Singapore’s Reopening Resolve Tested as Covid Deaths Hit Record
(Bloomberg) -- Singapore posted a record eight deaths from Covid-19 on Wednesday, a potential test of the government’s resolve to reopen amid fears tied to its recent exponential increase in infections.
New cases topped 2,200 for a second straight day even as the government reimplemented some domestic curbs to combat infection rates that are hitting their highest levels since the pandemic began.
Read More: Singapore’s Daily Infection Rate Highest Among Major Hubs: Chart
While officials said they are committed to reopening the country where four in every five residents are fully vaccinated, the rise in the death toll doesn’t bode well. Public perceptions of the virus situation are already strained in the city-state, where strict social measures to combat the pathogen have been in place for well over a year.

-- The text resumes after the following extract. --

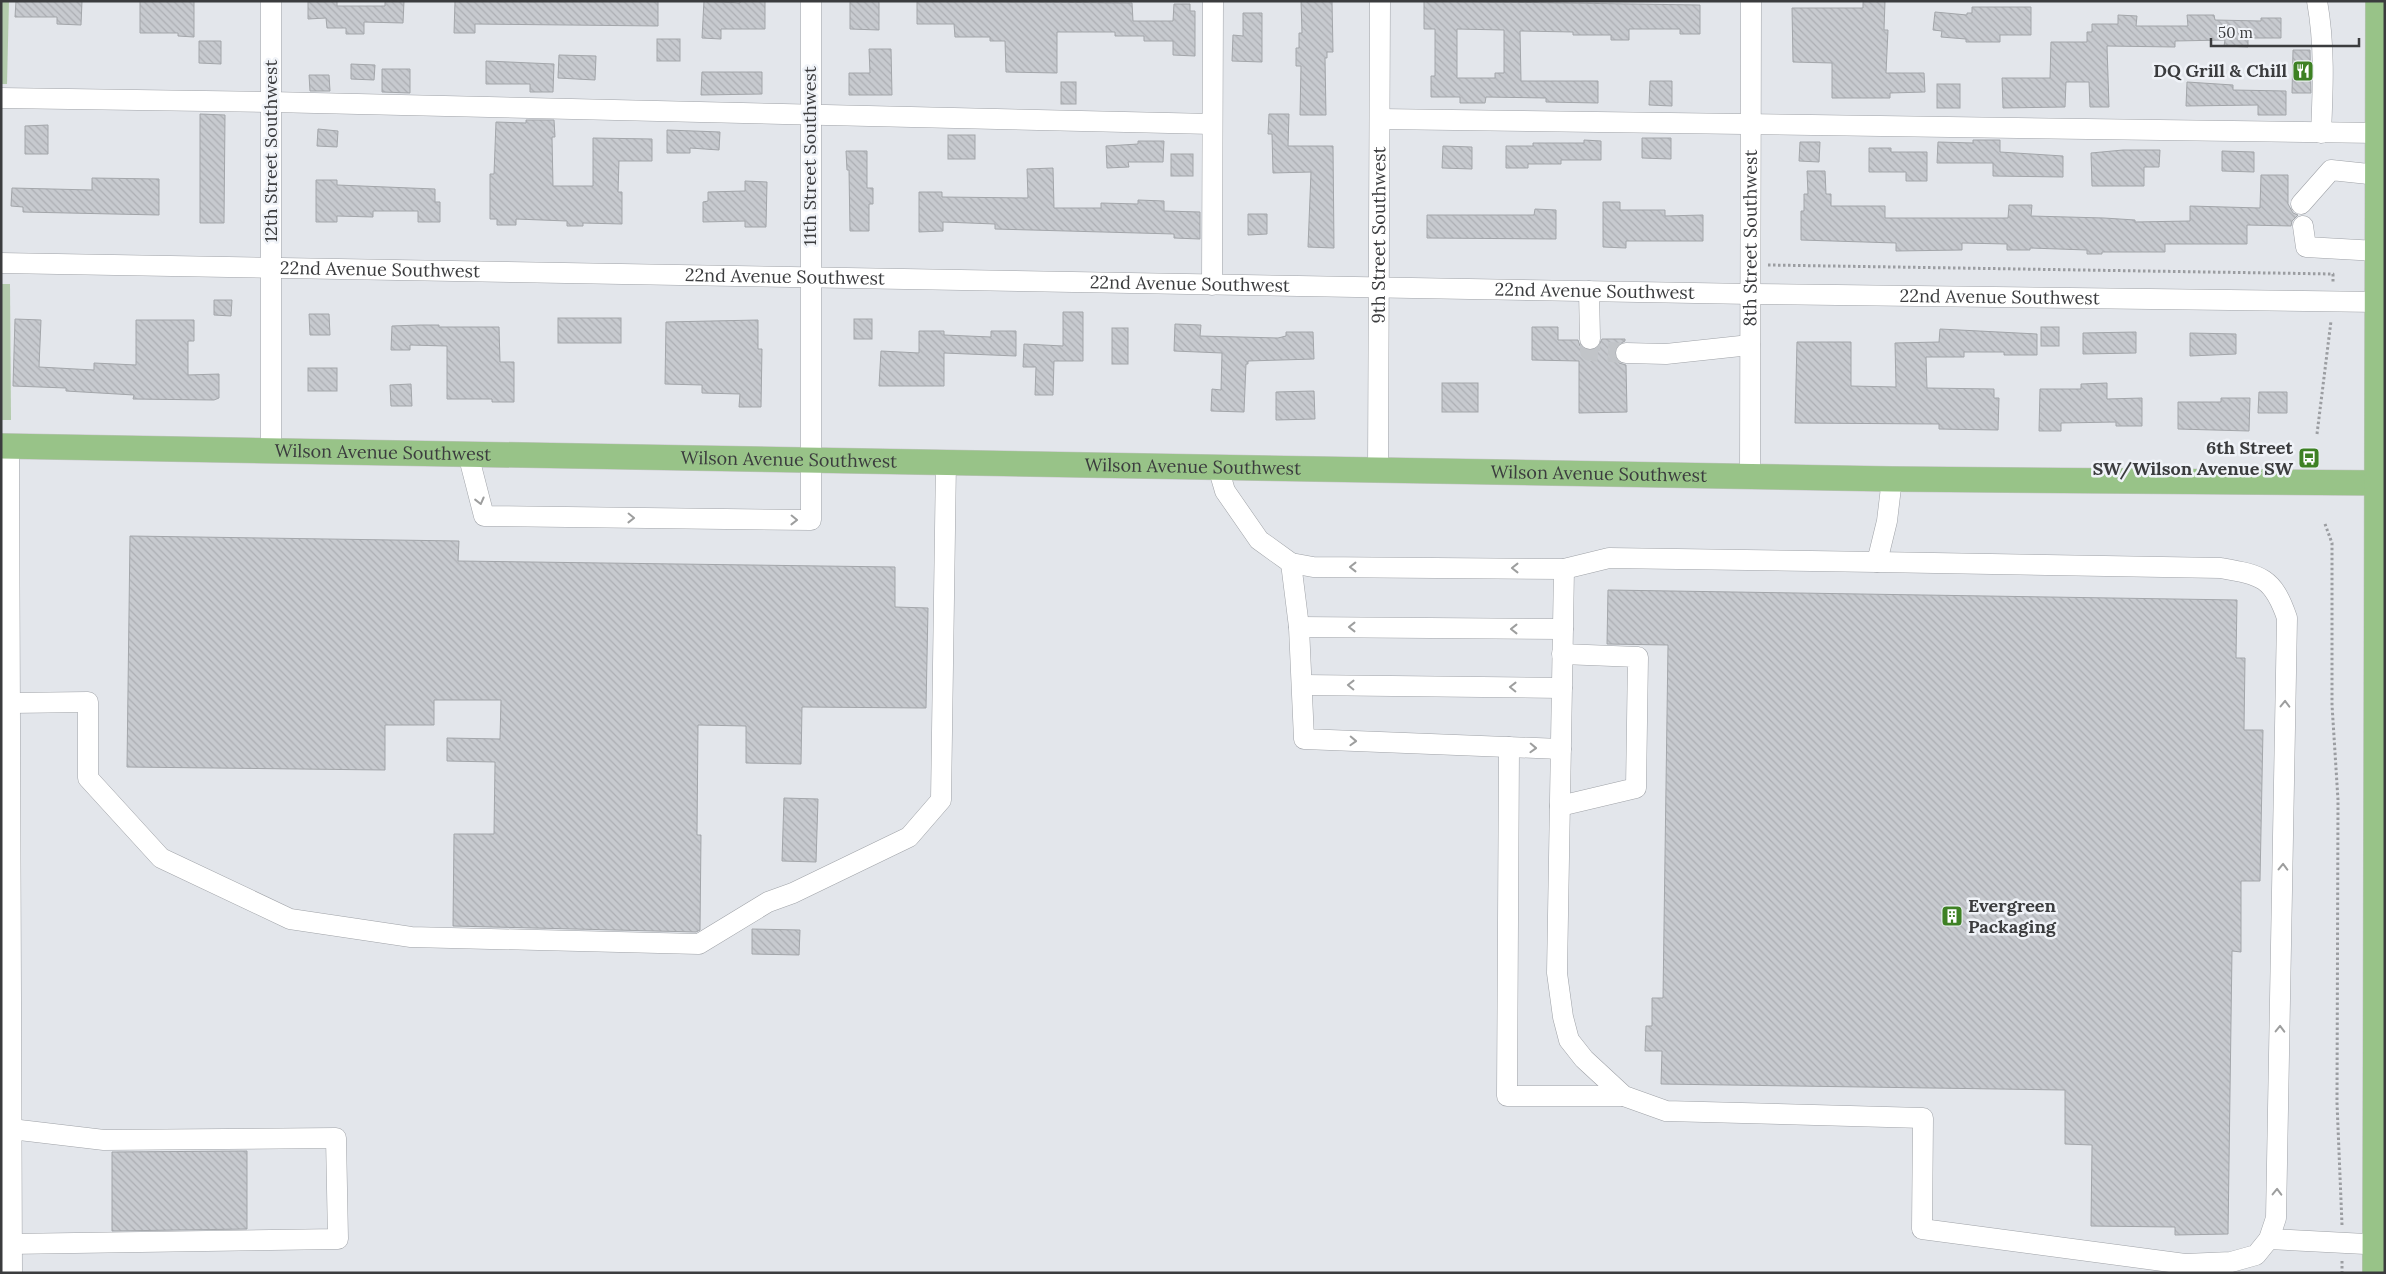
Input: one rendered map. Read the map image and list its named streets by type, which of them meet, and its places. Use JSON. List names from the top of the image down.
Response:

Of those whose deaths were reported on Wednesday, six were unvaccinated, according to the Ministry of Health. All were seniors aged 72 to 90. The deaths brings the total loss of life from the virus in Singapore to 93.
Still, evidence remains that high vaccination rates are warding off many serious infections. More than 98% of the 26,088 people diagnosed with Covid-19 in the past 28 days had mild or no symptoms.

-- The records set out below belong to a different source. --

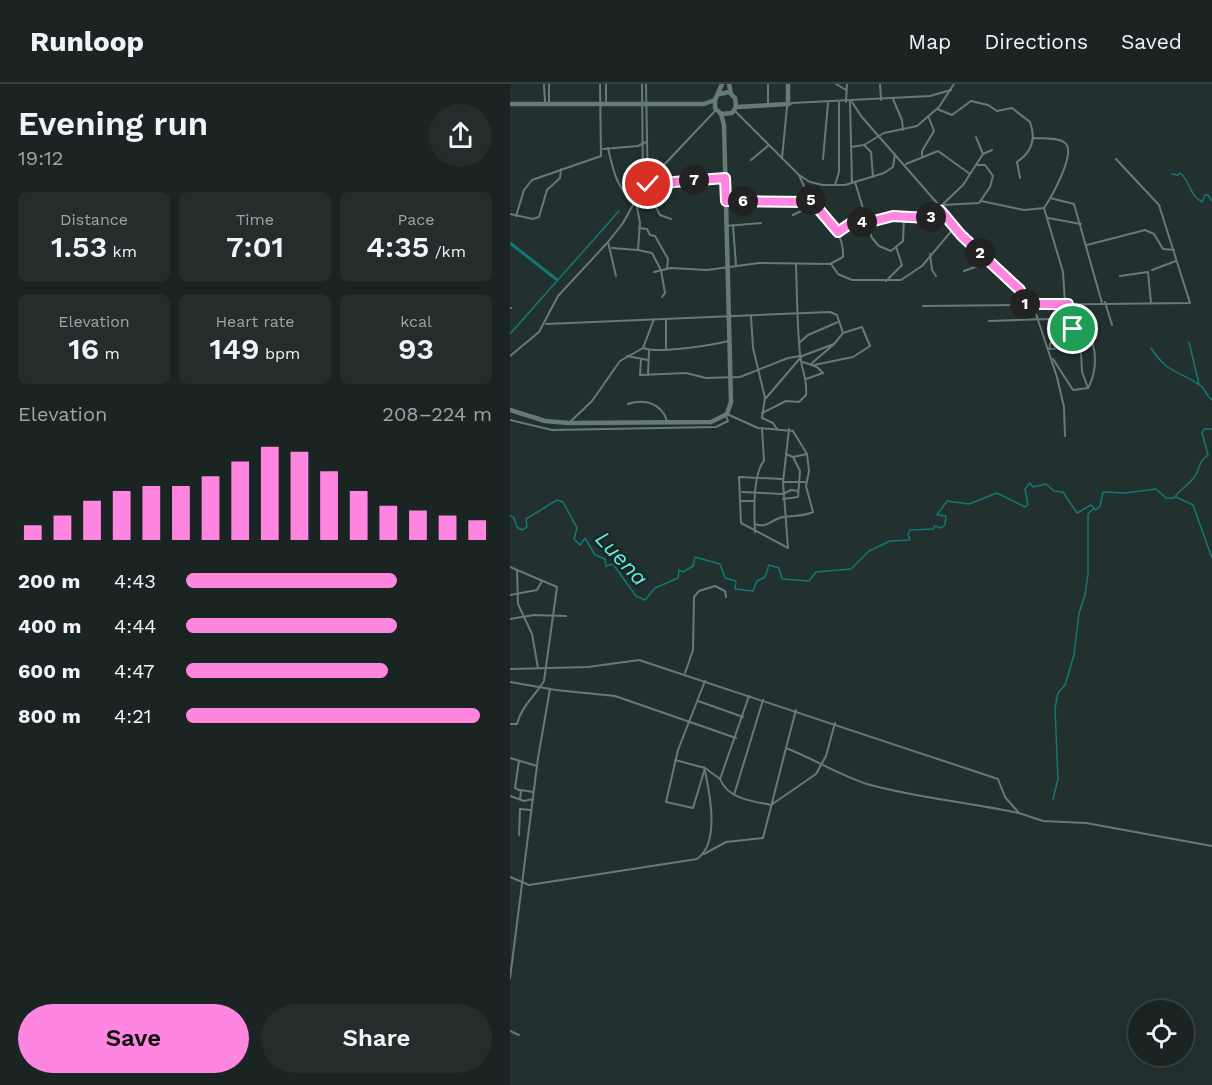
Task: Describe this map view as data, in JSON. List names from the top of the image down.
{
  "water": ["Luena"],
  "page": {
    "header": "Runloop",
    "nav": ["Map", "Directions", "Saved"],
    "heading": ["Evening run", "19:12"],
    "pins": [
      "7",
      "5",
      "6",
      "3",
      "4",
      "2",
      "1"
    ],
    "stats": [
      ["Distance", "1.53 km"],
      ["Time", "7:01"],
      ["Pace", "4:35 /km"],
      ["Elevation", "16 m"],
      ["Heart rate", "149 bpm"],
      ["kcal", "93"]
    ],
    "chart": ["Elevation", "208–224 m"],
    "list": [
      {
        "name": "200 m",
        "note": "4:43"
      },
      {
        "name": "400 m",
        "note": "4:44"
      },
      {
        "name": "600 m",
        "note": "4:47"
      },
      {
        "name": "800 m",
        "note": "4:21"
      }
    ],
    "buttons": ["Save", "Share"]
  }
}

Thirty-four patients are in critical condition in the intensive care unit, breaking the prior record of 32 from April, and 197 need oxygen supplementation, according to government data. Most of them are seniors, older than the age of 60.
“We are committed to reopening our economy and our society progressively, but our aim has always been to do this without putting too much stress on our hospital system,” Finance Minister Lawrence Wong told Bloomberg on Monday. “We want to keep our health care system intact and under control, and we want to avoid unnecessary deaths.”